Confounder Identification
Consider the following discrete mixture models with mixture-source variable $U \in {0, \ldots, k}$:
- The $k$-MixIID problem handles a discrete mixture in which we are allowed to sample a single variables multiple times without re-sampling $U$. Alternatively, we can think of this as multiple i.i.d. samples of the within-source (constant $U$) distribution. This is sometimes called the $k$-coin problem because it corresponds to selecting a random biased coin and flipping it multiple times (and then repeating this process with another randomly selected coin).
- The $k$-MixProd problem handles a discrete mixture with random variables that are independent from one another within each source (when conditioned on $U$).
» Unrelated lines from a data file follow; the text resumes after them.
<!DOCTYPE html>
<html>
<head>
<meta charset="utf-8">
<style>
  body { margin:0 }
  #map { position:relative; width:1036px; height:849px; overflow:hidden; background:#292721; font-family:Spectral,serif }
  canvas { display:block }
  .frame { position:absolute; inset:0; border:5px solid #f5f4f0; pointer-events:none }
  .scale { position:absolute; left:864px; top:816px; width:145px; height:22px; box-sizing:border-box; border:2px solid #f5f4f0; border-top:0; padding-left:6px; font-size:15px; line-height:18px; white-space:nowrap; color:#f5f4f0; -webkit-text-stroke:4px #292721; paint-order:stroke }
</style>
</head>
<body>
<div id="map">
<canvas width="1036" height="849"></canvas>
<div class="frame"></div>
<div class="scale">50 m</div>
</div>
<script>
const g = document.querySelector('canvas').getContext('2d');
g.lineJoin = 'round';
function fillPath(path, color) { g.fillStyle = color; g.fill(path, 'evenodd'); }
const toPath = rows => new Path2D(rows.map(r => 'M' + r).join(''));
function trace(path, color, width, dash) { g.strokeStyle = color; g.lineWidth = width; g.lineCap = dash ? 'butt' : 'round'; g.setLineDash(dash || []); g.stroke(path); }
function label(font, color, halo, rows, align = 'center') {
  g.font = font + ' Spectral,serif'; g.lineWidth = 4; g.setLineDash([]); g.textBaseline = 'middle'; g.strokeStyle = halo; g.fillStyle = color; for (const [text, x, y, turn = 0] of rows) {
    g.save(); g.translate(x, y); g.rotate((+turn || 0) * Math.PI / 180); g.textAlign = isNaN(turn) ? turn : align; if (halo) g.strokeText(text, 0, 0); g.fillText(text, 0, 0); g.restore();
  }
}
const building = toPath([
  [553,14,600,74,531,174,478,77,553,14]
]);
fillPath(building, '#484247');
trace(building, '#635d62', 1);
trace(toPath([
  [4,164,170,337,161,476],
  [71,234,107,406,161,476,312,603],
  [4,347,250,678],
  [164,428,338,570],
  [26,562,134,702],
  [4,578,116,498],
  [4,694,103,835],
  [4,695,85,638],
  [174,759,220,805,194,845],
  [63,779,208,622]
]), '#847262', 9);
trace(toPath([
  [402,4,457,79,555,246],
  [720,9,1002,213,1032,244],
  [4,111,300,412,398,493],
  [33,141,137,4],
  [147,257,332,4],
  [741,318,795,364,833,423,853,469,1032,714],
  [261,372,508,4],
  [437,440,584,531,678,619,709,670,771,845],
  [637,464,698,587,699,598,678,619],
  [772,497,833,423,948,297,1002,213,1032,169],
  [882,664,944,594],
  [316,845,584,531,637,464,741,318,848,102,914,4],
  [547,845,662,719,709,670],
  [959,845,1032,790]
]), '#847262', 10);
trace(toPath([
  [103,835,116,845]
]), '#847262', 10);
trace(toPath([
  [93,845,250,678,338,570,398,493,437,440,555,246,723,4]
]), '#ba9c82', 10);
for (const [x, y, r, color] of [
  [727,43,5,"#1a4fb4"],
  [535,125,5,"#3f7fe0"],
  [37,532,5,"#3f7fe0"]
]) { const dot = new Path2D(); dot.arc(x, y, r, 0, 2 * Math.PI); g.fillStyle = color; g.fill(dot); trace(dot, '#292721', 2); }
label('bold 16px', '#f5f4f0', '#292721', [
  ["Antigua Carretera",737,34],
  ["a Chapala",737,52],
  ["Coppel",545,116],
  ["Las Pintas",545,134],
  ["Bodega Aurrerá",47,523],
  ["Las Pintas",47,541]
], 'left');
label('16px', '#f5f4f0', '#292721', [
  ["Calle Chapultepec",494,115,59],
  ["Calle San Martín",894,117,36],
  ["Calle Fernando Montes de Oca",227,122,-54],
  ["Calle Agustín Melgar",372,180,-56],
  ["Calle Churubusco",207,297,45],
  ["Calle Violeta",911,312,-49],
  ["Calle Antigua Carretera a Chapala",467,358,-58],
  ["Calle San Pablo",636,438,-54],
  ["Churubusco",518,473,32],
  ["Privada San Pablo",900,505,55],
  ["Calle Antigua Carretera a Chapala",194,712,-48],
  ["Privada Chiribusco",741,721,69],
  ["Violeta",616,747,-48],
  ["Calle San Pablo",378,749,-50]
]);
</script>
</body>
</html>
Graphically, this can be modeled as a single vertex $U$ with edges to vertices $\mathbf{X} = X_1, \ldots, X_n$ with no edges within $\mathbf{X}$.
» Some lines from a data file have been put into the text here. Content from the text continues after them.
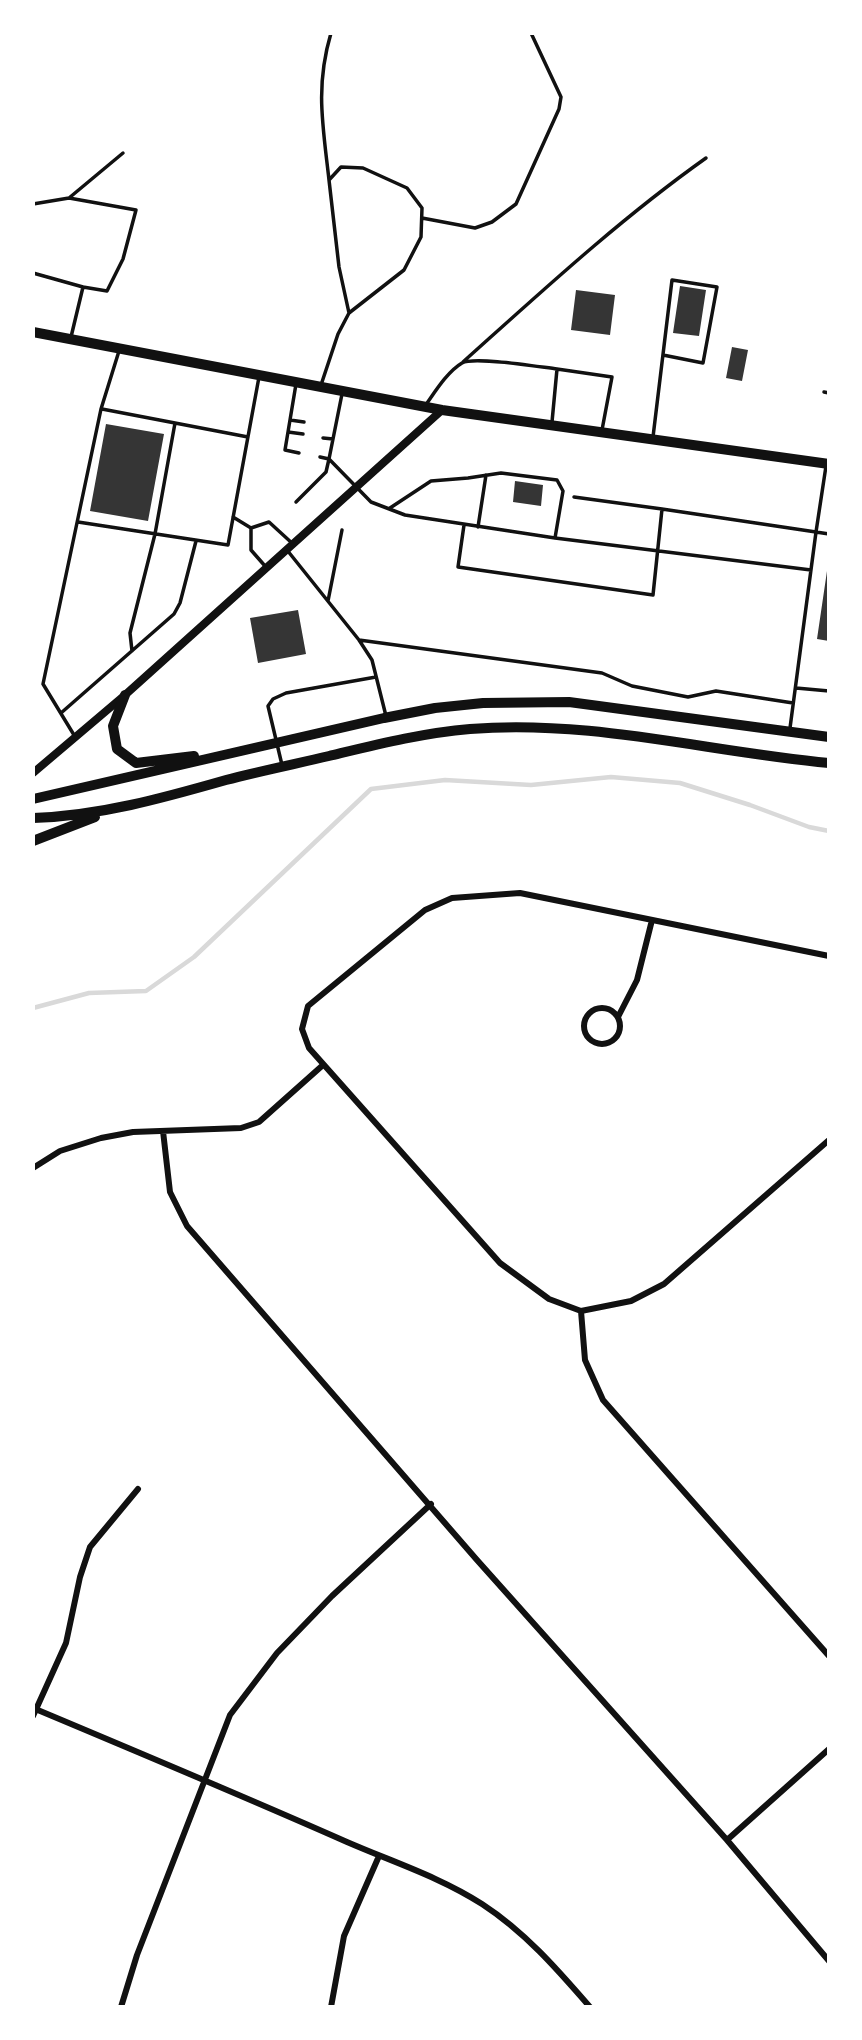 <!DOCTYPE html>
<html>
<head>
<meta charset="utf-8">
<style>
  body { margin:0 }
  #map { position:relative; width:862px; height:2040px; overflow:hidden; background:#fff; font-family:Commissioner,sans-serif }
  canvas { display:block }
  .frame { position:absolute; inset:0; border:35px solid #fff; pointer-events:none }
</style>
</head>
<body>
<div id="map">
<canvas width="862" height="2040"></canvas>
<div class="frame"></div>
</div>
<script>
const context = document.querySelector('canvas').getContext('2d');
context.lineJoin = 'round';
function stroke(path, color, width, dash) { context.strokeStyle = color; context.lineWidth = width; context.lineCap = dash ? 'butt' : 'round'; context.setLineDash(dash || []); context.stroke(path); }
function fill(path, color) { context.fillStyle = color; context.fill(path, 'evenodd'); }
stroke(new Path2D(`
  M 33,1008 L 89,993 L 146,991 L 194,957 L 371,789 L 445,780 L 531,785 L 611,777 L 680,783 L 750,805 L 809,827 L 829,831`), '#d9d9d9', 4.5);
fill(new Path2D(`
  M 680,286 L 706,290 L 699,336 L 673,333 Z
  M 576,290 L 615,295 L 610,335 L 571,330 Z
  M 732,347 L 748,350 L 742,381 L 726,378 Z
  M 106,424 L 164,434 L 148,521 L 90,511 Z
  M 515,481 L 543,485 L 541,506 L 513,502 Z
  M 827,571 L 829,571 L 829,641 L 817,639 Z
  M 298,610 L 306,654 L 258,663 L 250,618 Z`), '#353535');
stroke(new Path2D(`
  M 329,180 C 323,126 315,87 331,33
  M 33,204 L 69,198
  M 422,218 L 475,228 L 492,222 L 516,204 L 559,109 L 561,97 L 531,33
  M 33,273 L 83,287 L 71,337
  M 83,287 L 107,291 L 123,259 L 136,210 L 69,198 L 123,153
  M 463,362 C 541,292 620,219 706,158
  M 296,384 L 285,450 L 299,453
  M 321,385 L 338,334 L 349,313 L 404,270 L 421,237 L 422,208 L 407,188 L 363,168 L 341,167 L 329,180 L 339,267 L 349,313
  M 824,392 L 829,393
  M 342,394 L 329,459 L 371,502 L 405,515 L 555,538 L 811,570
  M 425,406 C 435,392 447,372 462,363 C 474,356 540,367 557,369
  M 102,409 L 248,437
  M 290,420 L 304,422
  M 552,422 L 557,369 L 612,377 L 602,430
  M 288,432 L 303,434
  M 653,437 L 672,280 L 717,287 L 703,363 L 663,355
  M 323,438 L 333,439
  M 826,466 L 816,532 L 829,534
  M 574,497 L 662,509
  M 296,502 L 326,472 L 329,459 L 320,457
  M 390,508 L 431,481 L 468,478 L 501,473 L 557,480 L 563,491 L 555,538
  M 233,517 L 251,528 L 269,522 L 293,544
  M 78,522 L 228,545 L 259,377
  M 464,525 L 458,567 L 653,595 L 662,509 L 816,532 L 790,728
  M 478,527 L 486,475
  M 251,528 L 251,550 L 265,566
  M 287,550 L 359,640 L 602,673 L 632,686 L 688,697 L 716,691 L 793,703
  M 328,601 L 342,530
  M 359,640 L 372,660 L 386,716
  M 132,651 L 130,633 L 155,534 L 175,423
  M 796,688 L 829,691
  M 61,713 L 174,614 L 180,603 L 196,541
  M 74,735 L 43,684 L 101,409 L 119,351
  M 282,765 L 268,706 L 273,699 L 286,693 L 376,677`), '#111', 3.5);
stroke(new Path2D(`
  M584 1026a18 18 0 1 1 36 0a18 18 0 1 1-36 0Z
  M 618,1017 L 637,980 L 652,920
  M 163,1131 L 170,1192 L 187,1226 L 477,1560 L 727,1840 L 829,1961
  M 33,1168 L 60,1151 L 101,1138 L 133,1132 L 241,1128 L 259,1122 L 323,1065
  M 581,1311 L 549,1299 L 500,1263 L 309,1048 L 302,1029 L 308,1006 L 425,910 L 452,898 L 520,893 L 829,956
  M 581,1311 L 585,1360 L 603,1400 L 829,1656
  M 581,1311 L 631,1301 L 664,1284 L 829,1140
  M 33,1708 C 138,1752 243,1796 347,1842 C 393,1862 440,1877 482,1904 C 525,1932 557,1969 590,2007
  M 33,1716 L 66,1643 L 80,1577 L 90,1547 L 138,1489
  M 727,1840 L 829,1749
  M 121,2007 L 137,1955 L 230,1715 L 277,1653 L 332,1596 L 431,1504
  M 331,2007 L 344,1936 L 379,1856`), '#111', 6);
stroke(new Path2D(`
  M 33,773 L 125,695 L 442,410`), '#111', 8);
stroke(new Path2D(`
  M 125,695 L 113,726 L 117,749 L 136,763 L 194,756
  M 33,799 L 384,718 L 435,708 L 483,703 L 569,702 L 829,737
  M 33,818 C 99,816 163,798 226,780 C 260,771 295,764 329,756 C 375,745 422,733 470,729 C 590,719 709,752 829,763
  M 33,841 L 95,817`), '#111', 10);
stroke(new Path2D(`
  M 33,332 L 442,410 L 829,464`), '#111', 10);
</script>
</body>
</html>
- The $k$-MixBND problem relaxes the independence assumption, allowing for an arbitrary dependence structure among the vertices, modeled by a Bayesian Netork DAG $\mathcal{G} = (\mathbf{V}, \mathbf{E})$.
The $k$-MixBND problem is fundamental to causal inference, where $U$ models an unobserved confounding effect of multiple populations, obscuring the causal relationships in the observable DAG $\mathcal{G}$. By solving the mixture problem and recovering the joint probability distribution on $\mathbf{V}, U$, graphically unidentifiable causal relationships become identifiable. We have developed the first algorithm to learn mixtures of non-empty DAGs. The algorithm involves a two-step reduction from $k$-MixIID $\rightarrow$ $k$-MixProd $\rightarrow$ $k$-MixBND.
We have contributed to complexity improvements on all three steps of this reduction. We have also contributed the first known algorithm for identifying causal structure in the mixture setting.